> _EXERCISE DETAILS_: From the listing below, pull out every line where the string "function" appears.

### EXCERPTED DATA ###

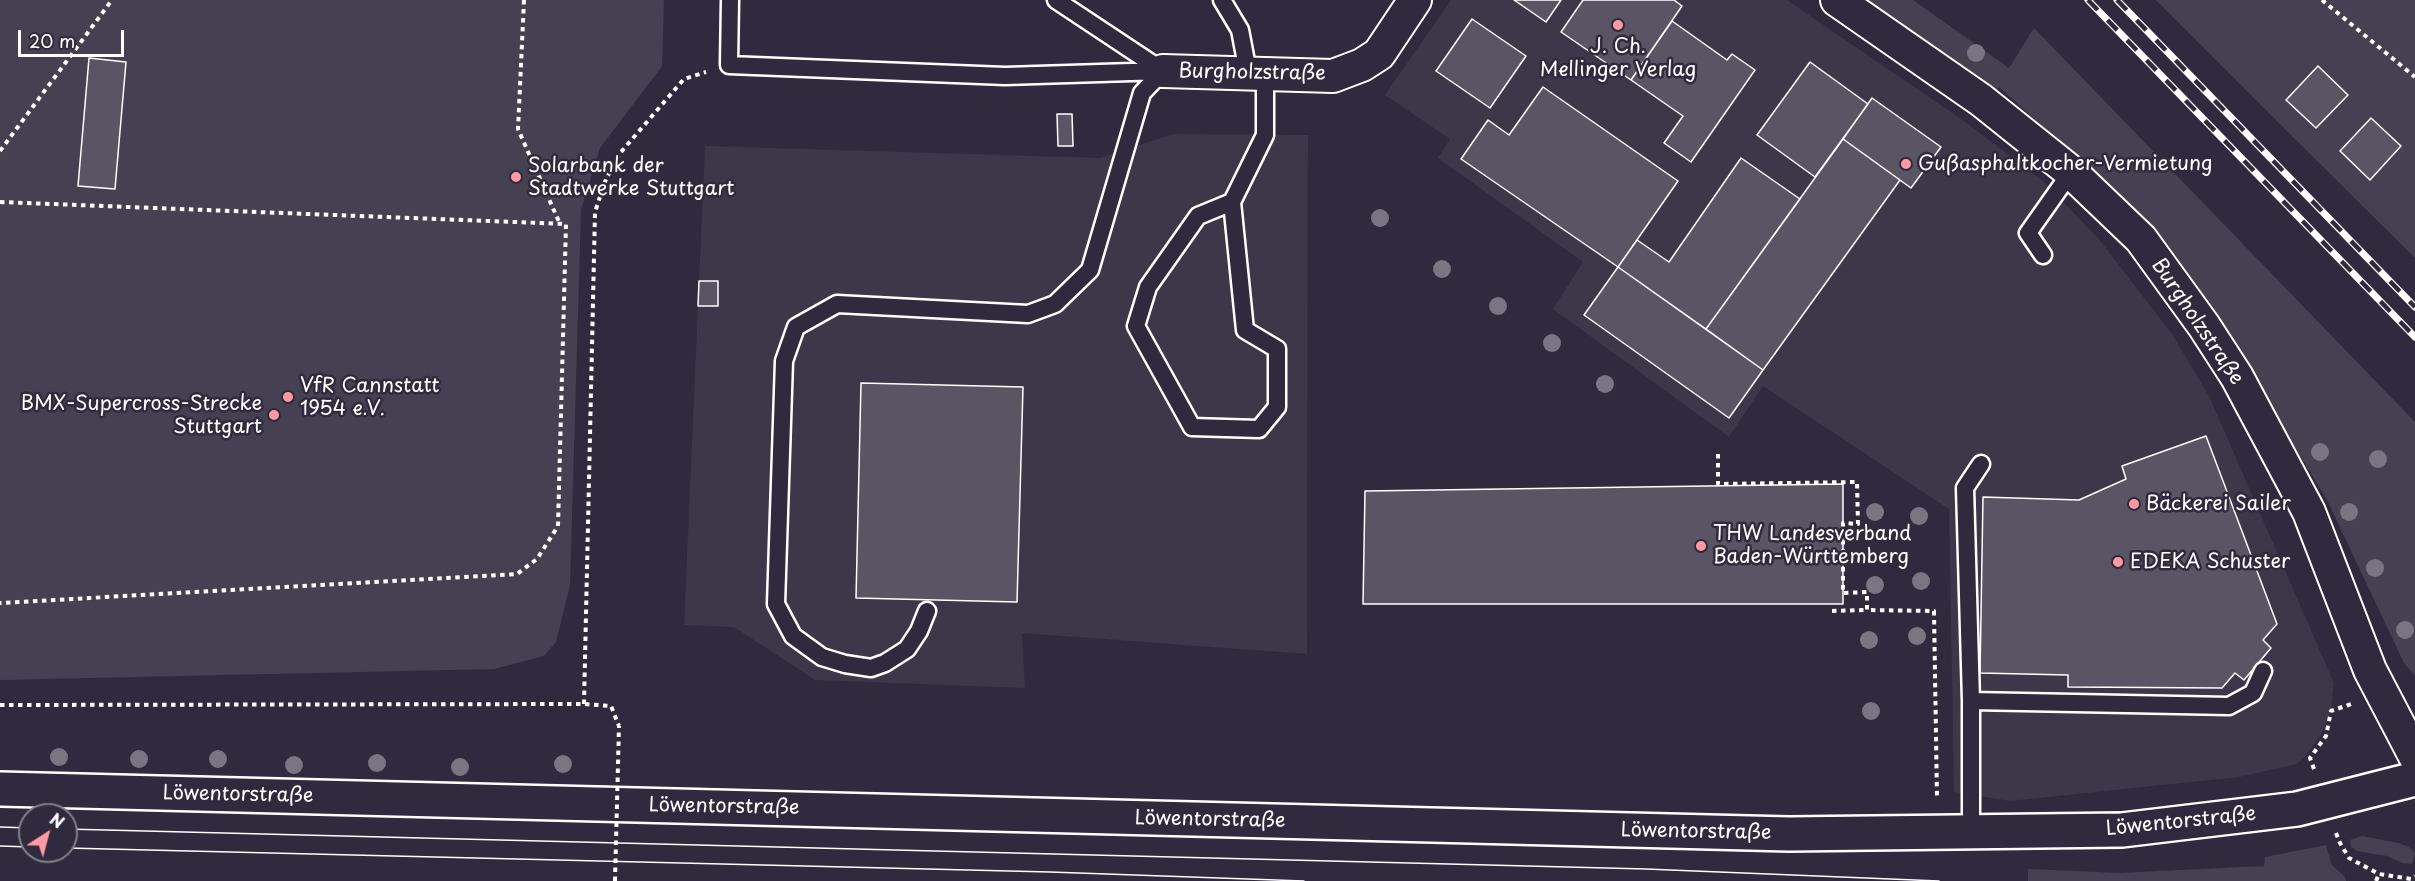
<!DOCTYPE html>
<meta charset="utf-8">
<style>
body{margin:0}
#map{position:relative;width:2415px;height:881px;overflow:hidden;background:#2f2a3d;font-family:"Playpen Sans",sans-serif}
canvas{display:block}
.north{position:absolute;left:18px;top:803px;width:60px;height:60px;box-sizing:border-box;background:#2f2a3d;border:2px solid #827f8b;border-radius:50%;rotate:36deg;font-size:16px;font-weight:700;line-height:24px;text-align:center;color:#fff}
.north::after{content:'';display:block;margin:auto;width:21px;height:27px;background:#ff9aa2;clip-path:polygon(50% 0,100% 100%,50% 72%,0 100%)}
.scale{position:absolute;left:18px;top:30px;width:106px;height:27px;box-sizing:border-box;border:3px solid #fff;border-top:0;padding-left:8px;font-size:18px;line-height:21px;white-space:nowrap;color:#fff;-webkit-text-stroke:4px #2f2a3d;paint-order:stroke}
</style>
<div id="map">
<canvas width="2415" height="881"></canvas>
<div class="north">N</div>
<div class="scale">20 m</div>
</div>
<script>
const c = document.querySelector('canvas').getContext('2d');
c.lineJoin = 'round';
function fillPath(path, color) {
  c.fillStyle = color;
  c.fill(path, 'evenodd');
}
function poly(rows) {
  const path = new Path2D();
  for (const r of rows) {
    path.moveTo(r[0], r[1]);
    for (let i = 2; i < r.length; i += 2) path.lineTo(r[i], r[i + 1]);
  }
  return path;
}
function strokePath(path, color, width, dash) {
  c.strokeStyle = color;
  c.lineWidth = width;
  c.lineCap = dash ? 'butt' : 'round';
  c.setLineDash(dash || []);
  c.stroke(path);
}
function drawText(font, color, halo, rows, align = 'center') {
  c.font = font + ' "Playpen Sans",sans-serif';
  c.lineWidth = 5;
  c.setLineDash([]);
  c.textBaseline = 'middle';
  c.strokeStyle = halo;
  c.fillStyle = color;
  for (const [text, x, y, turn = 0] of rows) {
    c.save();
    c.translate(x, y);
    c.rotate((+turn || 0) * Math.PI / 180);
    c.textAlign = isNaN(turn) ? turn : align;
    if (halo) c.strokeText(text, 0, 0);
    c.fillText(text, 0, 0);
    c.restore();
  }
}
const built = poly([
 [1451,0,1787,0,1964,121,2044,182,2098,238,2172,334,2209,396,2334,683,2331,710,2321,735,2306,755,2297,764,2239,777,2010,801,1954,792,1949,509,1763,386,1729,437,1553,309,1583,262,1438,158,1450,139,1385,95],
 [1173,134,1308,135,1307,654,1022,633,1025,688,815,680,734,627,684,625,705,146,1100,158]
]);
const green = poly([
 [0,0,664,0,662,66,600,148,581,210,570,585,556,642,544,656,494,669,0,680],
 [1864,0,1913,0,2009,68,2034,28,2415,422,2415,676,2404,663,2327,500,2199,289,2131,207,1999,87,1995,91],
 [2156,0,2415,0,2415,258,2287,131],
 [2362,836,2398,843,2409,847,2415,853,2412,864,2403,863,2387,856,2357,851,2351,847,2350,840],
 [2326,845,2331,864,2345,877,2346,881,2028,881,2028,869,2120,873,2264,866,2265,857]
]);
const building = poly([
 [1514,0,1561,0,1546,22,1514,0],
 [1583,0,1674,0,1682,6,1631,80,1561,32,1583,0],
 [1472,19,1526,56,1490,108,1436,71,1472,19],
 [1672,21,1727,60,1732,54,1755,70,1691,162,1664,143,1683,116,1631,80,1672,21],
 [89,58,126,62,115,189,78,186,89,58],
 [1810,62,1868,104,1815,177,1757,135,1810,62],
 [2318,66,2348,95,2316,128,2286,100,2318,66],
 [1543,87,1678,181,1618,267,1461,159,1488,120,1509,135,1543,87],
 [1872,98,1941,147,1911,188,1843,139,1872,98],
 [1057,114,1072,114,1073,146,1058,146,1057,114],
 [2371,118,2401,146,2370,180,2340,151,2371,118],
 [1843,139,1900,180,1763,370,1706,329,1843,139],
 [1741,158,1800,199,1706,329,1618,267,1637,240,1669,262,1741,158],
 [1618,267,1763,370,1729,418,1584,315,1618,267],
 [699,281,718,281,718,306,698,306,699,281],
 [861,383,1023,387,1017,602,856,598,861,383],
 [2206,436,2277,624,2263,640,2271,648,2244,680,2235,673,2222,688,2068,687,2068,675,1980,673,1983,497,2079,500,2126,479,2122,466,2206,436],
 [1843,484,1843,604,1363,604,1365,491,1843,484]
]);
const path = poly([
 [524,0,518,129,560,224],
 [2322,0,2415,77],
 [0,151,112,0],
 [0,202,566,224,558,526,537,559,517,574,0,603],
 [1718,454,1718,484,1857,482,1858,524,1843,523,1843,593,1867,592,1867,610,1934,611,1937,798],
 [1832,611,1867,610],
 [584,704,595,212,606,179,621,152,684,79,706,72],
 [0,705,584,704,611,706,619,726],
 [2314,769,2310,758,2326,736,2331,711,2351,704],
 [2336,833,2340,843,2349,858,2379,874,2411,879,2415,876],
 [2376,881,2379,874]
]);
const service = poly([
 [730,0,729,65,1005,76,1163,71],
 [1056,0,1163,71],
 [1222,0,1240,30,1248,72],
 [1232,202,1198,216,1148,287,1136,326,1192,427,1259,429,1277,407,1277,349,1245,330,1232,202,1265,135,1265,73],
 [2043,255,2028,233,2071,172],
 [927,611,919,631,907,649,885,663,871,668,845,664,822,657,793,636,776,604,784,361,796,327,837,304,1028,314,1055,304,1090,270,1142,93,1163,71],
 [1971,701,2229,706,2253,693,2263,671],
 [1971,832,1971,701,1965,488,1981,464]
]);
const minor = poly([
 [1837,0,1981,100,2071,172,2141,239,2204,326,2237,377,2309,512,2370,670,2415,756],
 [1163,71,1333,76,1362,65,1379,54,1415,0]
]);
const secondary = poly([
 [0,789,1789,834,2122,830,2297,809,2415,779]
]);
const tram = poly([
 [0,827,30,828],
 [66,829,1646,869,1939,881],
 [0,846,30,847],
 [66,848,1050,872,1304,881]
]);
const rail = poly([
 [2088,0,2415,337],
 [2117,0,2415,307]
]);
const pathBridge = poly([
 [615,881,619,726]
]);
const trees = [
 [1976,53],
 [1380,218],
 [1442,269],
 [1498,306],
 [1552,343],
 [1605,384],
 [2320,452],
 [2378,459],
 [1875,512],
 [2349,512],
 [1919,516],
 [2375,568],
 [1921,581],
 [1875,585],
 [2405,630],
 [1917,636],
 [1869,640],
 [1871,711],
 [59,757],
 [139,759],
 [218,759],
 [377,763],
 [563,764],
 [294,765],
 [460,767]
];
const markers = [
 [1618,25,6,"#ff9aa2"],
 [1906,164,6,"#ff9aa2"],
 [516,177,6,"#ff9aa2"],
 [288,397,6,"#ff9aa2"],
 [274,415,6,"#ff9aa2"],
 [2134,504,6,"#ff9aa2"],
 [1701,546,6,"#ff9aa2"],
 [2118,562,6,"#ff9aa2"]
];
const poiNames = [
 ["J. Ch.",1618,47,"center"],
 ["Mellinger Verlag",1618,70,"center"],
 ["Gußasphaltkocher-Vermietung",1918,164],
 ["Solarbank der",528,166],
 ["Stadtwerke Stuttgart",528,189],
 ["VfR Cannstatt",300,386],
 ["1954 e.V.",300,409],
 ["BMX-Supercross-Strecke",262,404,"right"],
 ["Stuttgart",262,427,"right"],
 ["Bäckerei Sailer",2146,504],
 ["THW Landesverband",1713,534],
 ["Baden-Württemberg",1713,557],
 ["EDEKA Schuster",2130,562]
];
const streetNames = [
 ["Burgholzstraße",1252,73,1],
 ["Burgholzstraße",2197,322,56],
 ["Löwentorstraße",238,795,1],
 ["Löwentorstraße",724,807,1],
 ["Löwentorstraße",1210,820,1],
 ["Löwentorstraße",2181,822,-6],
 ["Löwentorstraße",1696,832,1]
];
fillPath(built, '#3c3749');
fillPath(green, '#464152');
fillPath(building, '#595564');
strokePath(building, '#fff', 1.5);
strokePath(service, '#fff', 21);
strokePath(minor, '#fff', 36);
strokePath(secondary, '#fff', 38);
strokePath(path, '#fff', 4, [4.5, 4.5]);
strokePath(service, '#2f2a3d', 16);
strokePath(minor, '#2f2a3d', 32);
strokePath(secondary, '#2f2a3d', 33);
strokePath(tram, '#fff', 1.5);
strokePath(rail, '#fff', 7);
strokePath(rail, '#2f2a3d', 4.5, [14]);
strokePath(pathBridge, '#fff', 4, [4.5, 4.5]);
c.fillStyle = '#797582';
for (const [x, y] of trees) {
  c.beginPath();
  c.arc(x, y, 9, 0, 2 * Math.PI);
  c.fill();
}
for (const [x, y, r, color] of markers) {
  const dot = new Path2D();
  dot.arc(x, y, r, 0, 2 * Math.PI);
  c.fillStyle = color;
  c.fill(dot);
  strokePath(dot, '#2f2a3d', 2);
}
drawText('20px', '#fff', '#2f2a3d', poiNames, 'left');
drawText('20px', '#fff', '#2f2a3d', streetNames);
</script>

###

> _TASK OUTPUT_:
function fillPath(path, color) {
function poly(rows) {
function strokePath(path, color, width, dash) {
function drawText(font, color, halo, rows, align = 'center') {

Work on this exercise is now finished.